Ce courrier, qui accompagne une demande de droit de réponse, fait suite à une manipulation grossière du « JDD », qui s’est cru autorisé à instrumentaliser une tribune hostile à la Loi Travail en la transformant en tribune contre la CGT.
À l’heure où nous publions ce courrier, la direction du Journal du Dimanche n’a pas donné suite à la demande de droit de réponse de l’Ugict-CGT.
Monsieur François Clémenceau
Rédacteur en chef du Journal du Dimanche
149 rue Anatole France
92300 LEVALLOIS-PERRET
Lettre recommandée avec Accusé de Réception
Objet : Demande de droit de réponse
Montreuil, le 4 juillet 2016
Monsieur le rédacteur en chef,
Nous vous avons sollicité pour la publication d’une tribune, signée par 55 entrepreneurs, cadres dirigeants et supérieurs sur la loi Travail. Cette tribune appelle à ouvrir un dialogue serein sur la loi Travail pour conduire « à des avancées sociales », estimant que « le gouvernement s’entête et refuse tout échange constructif ». Les signataires considèrent que « la loi Travail, en rompant avec les régulations sectorielles au niveau de la branche, risque de généraliser les logiques de dumping social et économique » et pointent les fortes incertitudes sur sa capacité à créer des emplois.

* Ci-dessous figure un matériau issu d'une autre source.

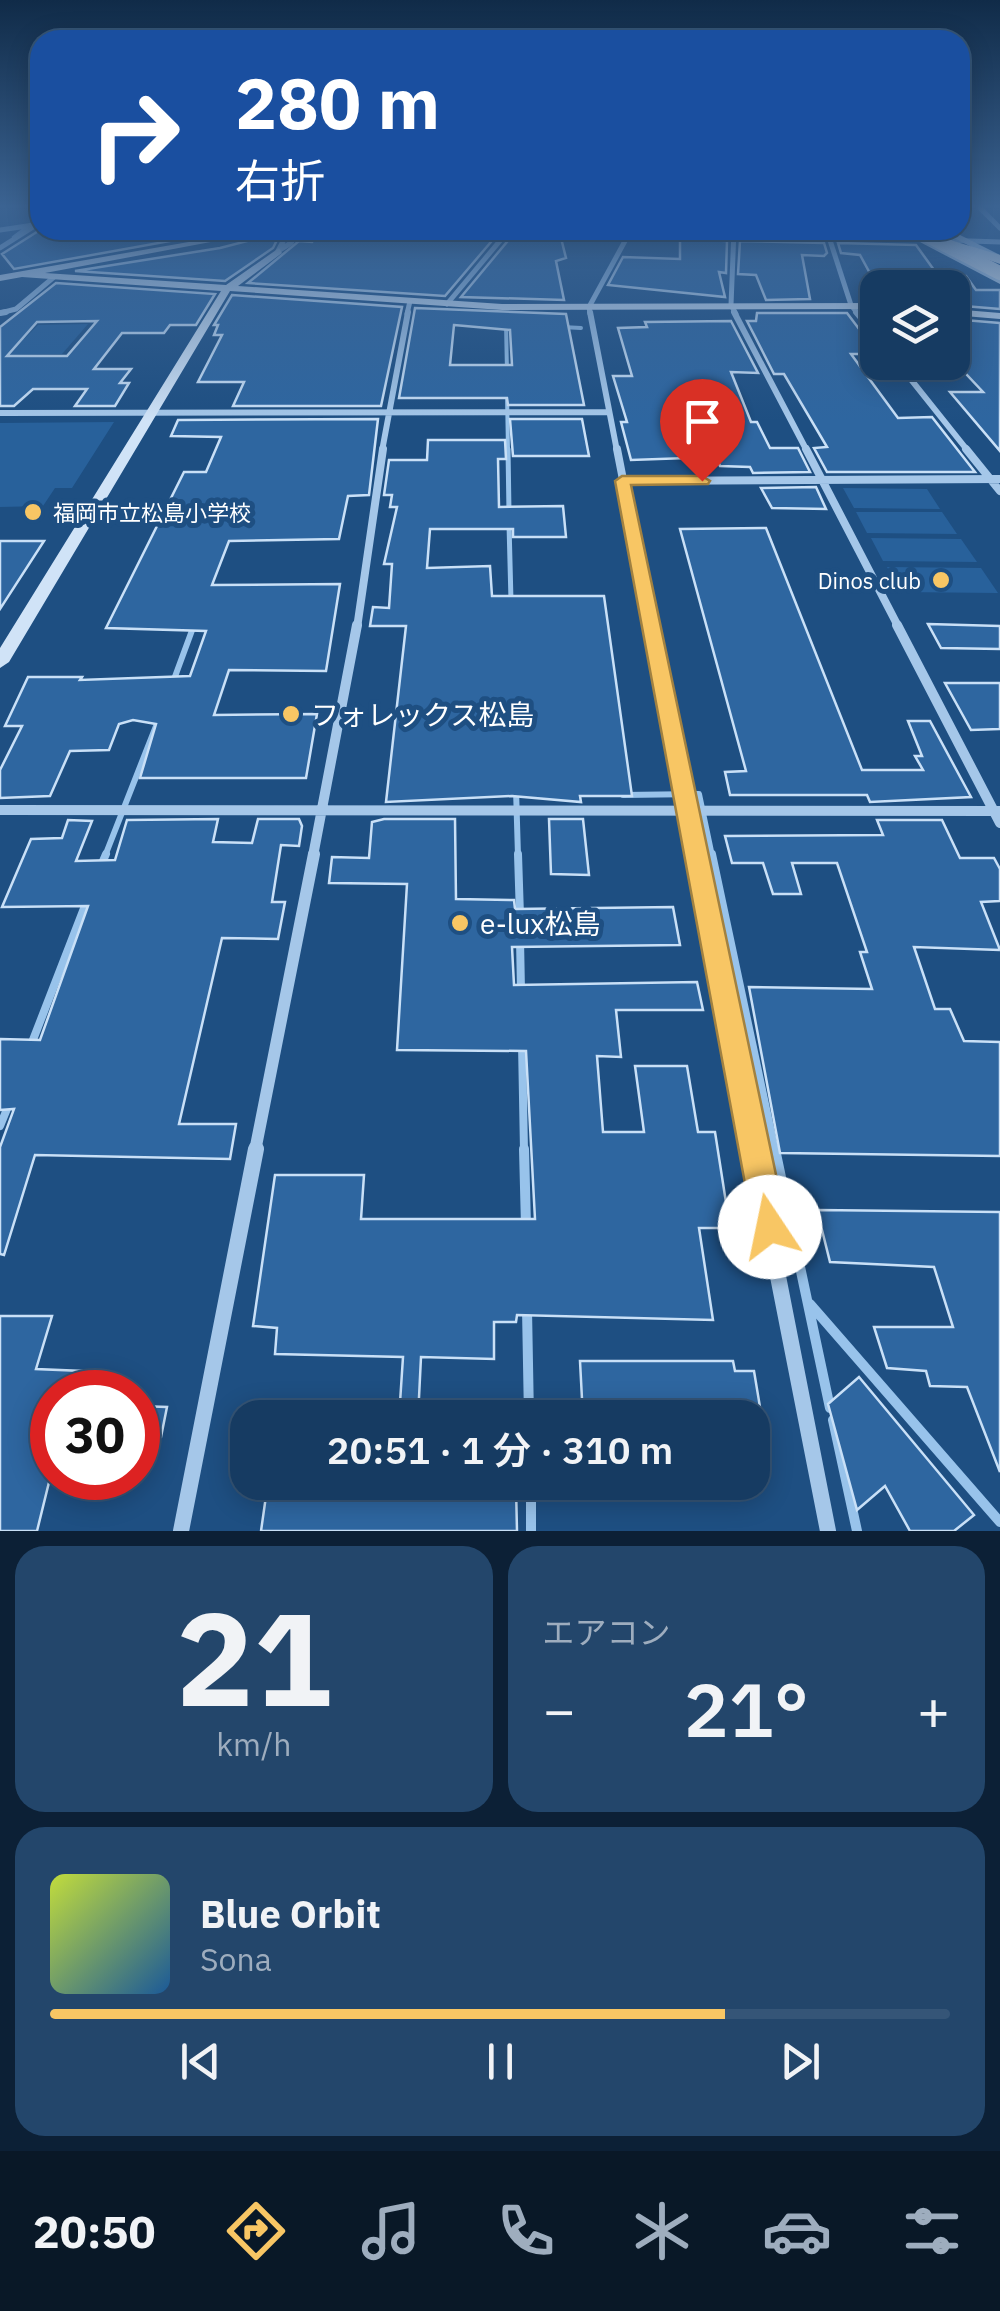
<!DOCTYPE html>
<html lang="ja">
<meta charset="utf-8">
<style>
:root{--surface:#163b62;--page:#23466b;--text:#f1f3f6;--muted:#9eadbe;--line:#355577;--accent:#f8c664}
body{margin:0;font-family:"IBM Plex Sans","Noto Sans JP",sans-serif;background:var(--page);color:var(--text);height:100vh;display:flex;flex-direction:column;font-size:38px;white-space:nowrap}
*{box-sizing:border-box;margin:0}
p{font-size:32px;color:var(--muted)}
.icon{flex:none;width:55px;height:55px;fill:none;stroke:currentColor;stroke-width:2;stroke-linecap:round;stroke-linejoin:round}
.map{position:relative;height:1531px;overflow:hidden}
.drawer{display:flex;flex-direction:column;gap:15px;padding:15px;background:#0c2036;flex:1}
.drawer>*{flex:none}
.hud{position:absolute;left:30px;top:30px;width:940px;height:210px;border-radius:30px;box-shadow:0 5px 25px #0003,0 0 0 2px var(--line);background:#1a4fa0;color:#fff;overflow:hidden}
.buttons{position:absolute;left:860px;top:270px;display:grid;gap:20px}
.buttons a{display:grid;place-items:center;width:110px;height:110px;border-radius:20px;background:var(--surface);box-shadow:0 5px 25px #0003,0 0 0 2px var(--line);font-size:50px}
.speed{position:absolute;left:30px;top:1370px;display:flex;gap:20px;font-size:50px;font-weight:700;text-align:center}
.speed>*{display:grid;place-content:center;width:130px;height:130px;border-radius:50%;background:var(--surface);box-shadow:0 5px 25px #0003,0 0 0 2px var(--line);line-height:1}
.speed .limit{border:15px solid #d22;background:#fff;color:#111}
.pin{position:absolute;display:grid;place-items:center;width:85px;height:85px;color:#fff;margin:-102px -42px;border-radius:50% 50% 50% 0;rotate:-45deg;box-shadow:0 0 10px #0007}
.pin .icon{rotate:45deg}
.me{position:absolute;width:110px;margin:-55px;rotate:349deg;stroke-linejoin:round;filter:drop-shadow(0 0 8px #0008)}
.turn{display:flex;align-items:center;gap:35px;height:210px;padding:0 40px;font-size:45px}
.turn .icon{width:130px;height:130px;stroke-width:2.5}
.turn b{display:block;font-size:70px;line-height:85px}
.big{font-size:75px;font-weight:600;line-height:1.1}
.drawer .tile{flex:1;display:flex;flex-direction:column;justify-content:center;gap:15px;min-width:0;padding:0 35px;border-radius:30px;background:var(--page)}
.drawer .dial{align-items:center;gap:0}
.dial b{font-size:130px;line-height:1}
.song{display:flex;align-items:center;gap:30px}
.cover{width:120px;height:120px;border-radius:15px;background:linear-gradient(135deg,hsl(70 70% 55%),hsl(210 70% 35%))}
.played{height:10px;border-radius:5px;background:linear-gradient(90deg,var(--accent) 75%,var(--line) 75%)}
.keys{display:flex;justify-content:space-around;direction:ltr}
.heat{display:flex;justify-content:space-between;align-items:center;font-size:55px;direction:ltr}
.drawer .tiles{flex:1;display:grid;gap:15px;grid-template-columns:1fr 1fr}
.tile:last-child{grid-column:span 2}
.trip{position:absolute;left:230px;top:1400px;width:540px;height:100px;border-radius:30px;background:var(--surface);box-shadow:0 5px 25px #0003,0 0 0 2px var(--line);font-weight:600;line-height:100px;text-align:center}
.dock{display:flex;height:160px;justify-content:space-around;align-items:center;background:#091827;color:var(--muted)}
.dock .icon{width:70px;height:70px}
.dock .on{color:var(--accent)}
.dock b{font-size:45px;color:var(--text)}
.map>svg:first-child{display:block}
.green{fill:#28619b}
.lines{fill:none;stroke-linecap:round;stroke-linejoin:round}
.stream-far5{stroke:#98c3eb;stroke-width:2.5}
.stream-far4{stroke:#98c3eb;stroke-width:4}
.stream-far3{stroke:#98c3eb;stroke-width:5}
.stream-far2{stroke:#98c3eb;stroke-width:6}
.stream-far1{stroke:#98c3eb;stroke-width:8}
.stream{stroke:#98c3eb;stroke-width:10}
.building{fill:#2e66a0;stroke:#c9e0f7;stroke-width:2.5;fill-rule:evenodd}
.street-far5{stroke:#a5c7e9;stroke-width:5}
.street-far4{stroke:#a5c7e9;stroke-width:6}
.street-far3{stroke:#a5c7e9;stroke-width:8}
.street-far2{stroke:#a5c7e9;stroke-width:10}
.street-far1{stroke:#a5c7e9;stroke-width:12}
.street{stroke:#a5c7e9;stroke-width:16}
.secondary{fill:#d0e3f7;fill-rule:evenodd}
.highway{fill:#fff;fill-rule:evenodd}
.highway-bridge{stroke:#fff;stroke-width:14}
.route{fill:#f8c664;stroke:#a18141;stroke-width:2.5}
.poi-dot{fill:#f8c664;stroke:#1e4f82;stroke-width:4}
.labels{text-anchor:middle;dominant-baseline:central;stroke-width:10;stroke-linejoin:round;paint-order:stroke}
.far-poi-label{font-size:22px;fill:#fff;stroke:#1e4f82;text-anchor:start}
.poi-label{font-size:28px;fill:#fff;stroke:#1e4f82;text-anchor:start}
</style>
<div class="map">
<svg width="1000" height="1531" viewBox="0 0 1000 1531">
<rect width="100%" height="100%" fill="#1e4f82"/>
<path class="green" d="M88,324L62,354L0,355V339H24L38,325Z
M114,422L72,488H55L43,506L0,507V423Z
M843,488L927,489L940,509L854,508Z
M856,512H942L957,534L867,533Z
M871,538L961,539L977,562L883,561Z
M887,567L981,568L998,593L900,592Z"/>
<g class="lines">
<path class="stream-far5" d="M13,237L40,217"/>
<path class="stream-far4" d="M506,324L507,372
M562,327L581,328
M507,394L508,451"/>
<path class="stream-far3" d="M508,449L509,512
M509,524L511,601
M193,628L195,624"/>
<path class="stream-far2" d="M173,682L194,625
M516,789L518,856
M623,795L699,794L712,856
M105,856L156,726"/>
<path class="stream-far1" d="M518,854L520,916
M712,854L775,1151
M100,868L106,854
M520,939L521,991
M522,1044L524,1151
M31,1045L88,898
M0,1126L9,1104"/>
<path class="stream" d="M524,1149L526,1226
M775,1149L830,1408
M810,1304L1000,1522
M527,1309L529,1418
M833,1420L857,1531
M531,1482V1531"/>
</g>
<path class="building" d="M40,230H90L97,237L171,230L181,239L14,269L2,254Z
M323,230H479L475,234L496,236L445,296L248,283L299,241L312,242Z
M535,230H559L566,258L556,261L564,300L461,297L511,237L528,239Z
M274,234H280L273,248L225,281L75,271L220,248Z
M680,239L727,241L726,273L719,272L725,297L608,285L623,257L680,259Z
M740,241L824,243L827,253L824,256L802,255L810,299L766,300L756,275L738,274Z
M838,243L916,245L947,288H878L860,255L841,253Z
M952,276H966L976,290H1000V309L952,305Z
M56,283L215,294L196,325H170L164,333H122L94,369H131L120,383H129L115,406H75L87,389H33L14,406H0V327ZM97,321L67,356H7L37,322Z
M232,295L402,307L381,406H233L244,382H198L222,335H214L218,325H214Z
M415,308L566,314L584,405H508L507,398H399ZM454,325L510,330L512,365H450Z
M757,313H847L878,354H851L898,418L932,417L975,472H827L814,448L827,447L784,374H774L747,321H756Z
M952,319L1000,323V451L950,392H983L952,359Z
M731,321L758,373L731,372L751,422H757L770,448H798L810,472L753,473L750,467L720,466L716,457L631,460L621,422H627L613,376H632L618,328L647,327L645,322Z
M378,419L369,495L348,496L339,539L229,541L212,585L340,584L326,671L229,670L214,715L317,714L306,778H140L156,724L133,720L119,724L109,750L70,751L50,796L0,798V770L22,726H5L28,677H82L80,680L190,676L206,631L106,628L184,472H206L221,437L171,436L178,420Z
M510,419H582L589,456H513Z
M428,440H505L506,459H498L499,507L563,506L566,537H513V529H430L427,568L490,566L492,596H604L632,796H580L581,802L512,796L386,802L406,626H370L373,607L389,608L392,564H384L397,507H390L392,495H384L389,460H427Z
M816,487L826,509L772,508L761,488Z
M766,528L862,770H923L915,756H922L908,721H930L971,797L870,802L867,795H730L725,772L746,771L680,529Z
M0,541H44L0,609Z
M928,624L1000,626V649L941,648Z
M945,683H1000V729L971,730Z
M218,819L213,842L252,843L258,819H299L302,826L299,846L281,845L272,902H285L278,939L222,938L179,1124H236L230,1159L35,1155L4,1255L0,1254V1147L14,1109L0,1110V1039L40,1040L88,906L2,907L31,839L62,838L68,820L92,821L76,861L115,860L127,820Z
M384,819H455L456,899L514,900L515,909L673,907L680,945L512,947L514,985L697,982L703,1010H616L621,1057L597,1056L603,1132H644L635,1066H687L698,1132H715L730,1228H699L713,1320L517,1315L516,1322H494V1359L421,1357L418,1418H399L403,1357L275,1354L277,1328L253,1326L275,1175H364L361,1219H535L526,1051L397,1050L407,884L329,883L332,857L369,858L372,822Z
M549,819H583L589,875L551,874Z
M877,820H942L960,858H994L1000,869V901L981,902L1000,950L914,947L935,1009H950L964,1041L1000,1042V1156L780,1153L749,987L872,989L860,952H867L837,863H792L801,894H773L763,863H732L725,836L883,835Z
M817,1210L1000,1212V1472L967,1387L930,1386L926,1371L887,1368L874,1327H953L934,1267L830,1262Z
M0,1316H52L36,1369L83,1371L77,1392H52V1470L37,1531H0Z
M580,1361H733L735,1371H754L760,1407L741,1408L742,1418H583Z
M859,1377L974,1515L954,1531H910L885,1486L857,1510L828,1404Z
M138,1406L167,1407L161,1437H138Z
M268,1482H502V1487H516L517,1531H261Z"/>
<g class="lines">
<path class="street-far5" d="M979,207L1000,228
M0,230L34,225
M289,230L278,251L291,243L298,230
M734,230L731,305L736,314
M827,231L851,305L858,314
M630,232L924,239
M941,240L1000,242
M0,248L38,224
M447,304L509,230
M0,313L16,309L54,277
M407,314L410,301
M590,314L589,307L631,230"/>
<path class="street-far4" d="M590,312L617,451
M734,312L807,451
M856,312L878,338
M0,313L6,312
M897,362L968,451
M0,413L609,412
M382,451L408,312"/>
<path class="street-far3" d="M617,449L652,628
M806,449L899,628
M966,449L1000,491
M623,481L1000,479
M357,628L383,449"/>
<path class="street-far2" d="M651,625L696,856
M897,625L1000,823
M0,810L1000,811
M313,856L357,625"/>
<path class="street-far1" d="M696,854L754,1151
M255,1151L314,854"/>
<path class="street" d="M753,1149L828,1531
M181,1531L256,1149"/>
<path class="secondary" d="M257,230H275L45,273L226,285L279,248L282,253L238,286L502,304L878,303V309L502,310L230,291L9,662L0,668V648L221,291L22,277L0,281V275Z
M897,230H907L1000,277V284Z
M939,230H950L1000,255V262Z
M952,309L1000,313V319L952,315Z"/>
<path class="highway" d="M950,240L1000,255V264L950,246Z"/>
<path class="highway-bridge" d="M916,230L1000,273"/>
</g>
<linearGradient id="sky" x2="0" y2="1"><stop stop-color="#102b48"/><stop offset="0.49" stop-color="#3b6392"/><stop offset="1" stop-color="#3b6392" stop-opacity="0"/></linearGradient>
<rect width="1000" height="421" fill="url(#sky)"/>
<path class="route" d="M702,476L710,481L708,484L631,485L787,1227L782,1239L770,1244L758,1239L753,1227L615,481L622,476Z"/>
<g class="poi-dot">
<circle cx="33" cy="512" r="10"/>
<circle cx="941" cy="580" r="10"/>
<circle cx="291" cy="714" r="10"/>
<circle cx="460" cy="923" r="10"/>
</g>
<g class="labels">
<g class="far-poi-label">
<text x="53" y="512">福岡市立松島小学校</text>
<text x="921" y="580" text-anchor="end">Dinos club</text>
</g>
<g class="poi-label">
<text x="311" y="714">フォレックス松島</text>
<text x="480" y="923">e-lux松島</text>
</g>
</g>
</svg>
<div class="buttons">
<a><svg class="icon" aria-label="layers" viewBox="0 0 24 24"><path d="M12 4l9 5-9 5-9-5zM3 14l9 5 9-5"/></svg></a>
</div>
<div class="speed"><div class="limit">30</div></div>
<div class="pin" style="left:702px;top:481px;background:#d93025"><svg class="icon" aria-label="arrive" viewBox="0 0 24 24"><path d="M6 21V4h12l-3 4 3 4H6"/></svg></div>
<svg class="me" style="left:770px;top:1227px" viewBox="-20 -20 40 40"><circle r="19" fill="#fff"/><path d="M0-13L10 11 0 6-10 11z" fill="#f8c664"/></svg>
<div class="trip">20:51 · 1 分 · 310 m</div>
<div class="hud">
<div class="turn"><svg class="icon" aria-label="right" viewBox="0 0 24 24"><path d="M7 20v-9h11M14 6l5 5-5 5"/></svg><div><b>280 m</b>右折</div></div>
</div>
</div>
<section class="drawer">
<div class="tiles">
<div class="tile dial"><b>21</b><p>km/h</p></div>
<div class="tile"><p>エアコン</p>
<div class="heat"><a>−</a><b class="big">21°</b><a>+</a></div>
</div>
<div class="tile">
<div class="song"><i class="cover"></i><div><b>Blue Orbit</b><p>Sona</p></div></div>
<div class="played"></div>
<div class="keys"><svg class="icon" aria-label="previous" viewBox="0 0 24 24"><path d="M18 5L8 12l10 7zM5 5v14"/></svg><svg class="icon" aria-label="pause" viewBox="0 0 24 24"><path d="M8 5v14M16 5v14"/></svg><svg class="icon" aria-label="next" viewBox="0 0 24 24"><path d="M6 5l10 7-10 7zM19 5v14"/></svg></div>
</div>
</div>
</section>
<nav class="dock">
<b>20:50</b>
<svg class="icon on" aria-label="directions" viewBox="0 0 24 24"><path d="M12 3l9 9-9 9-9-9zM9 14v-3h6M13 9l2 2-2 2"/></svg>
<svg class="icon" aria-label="music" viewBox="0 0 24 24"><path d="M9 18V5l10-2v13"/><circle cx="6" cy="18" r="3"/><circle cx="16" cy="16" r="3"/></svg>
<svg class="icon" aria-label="phone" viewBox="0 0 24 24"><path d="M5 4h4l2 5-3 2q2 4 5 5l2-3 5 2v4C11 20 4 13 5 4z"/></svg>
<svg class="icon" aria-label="climate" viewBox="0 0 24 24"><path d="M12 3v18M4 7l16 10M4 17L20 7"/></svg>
<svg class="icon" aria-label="car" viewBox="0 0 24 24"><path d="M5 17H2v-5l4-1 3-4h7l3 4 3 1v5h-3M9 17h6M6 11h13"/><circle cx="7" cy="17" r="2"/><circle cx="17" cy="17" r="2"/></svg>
<svg class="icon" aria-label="filters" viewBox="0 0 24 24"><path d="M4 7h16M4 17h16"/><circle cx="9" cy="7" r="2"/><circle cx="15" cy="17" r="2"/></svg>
</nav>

L’Ugict-CGT a fait le choix, par l’intermédiaire de sa Secrétaire générale, de s’associer à cette tribune et de la relayer, pour empêcher les mises en oppositions entre salariés. Cette tribune démontre que l’opposition à la loi Travail atteint jusqu’aux cadres dirigeants et entrepreneurs, ce qui démontre à quel point le gouvernement est minoritaire. Les 54 autres signataires ne sont, pour l’essentiel d’entre eux pas syndiqués. La tribune n’a d’ailleurs pas été rédigée par l’Ugict-CGT mais par un cadre dirigeant. Ces entrepreneurs, cadres dirigeants et supérieurs ne sont pas habitués des tribunes, leur liberté d’expression étant, du fait de leurs fonctions, très fortement limitée. En signant cet appel, ils s’exposent de façon inédite et ont choisi de le faire au vu de la gravité de la situation qui menace l’avenir de notre pays.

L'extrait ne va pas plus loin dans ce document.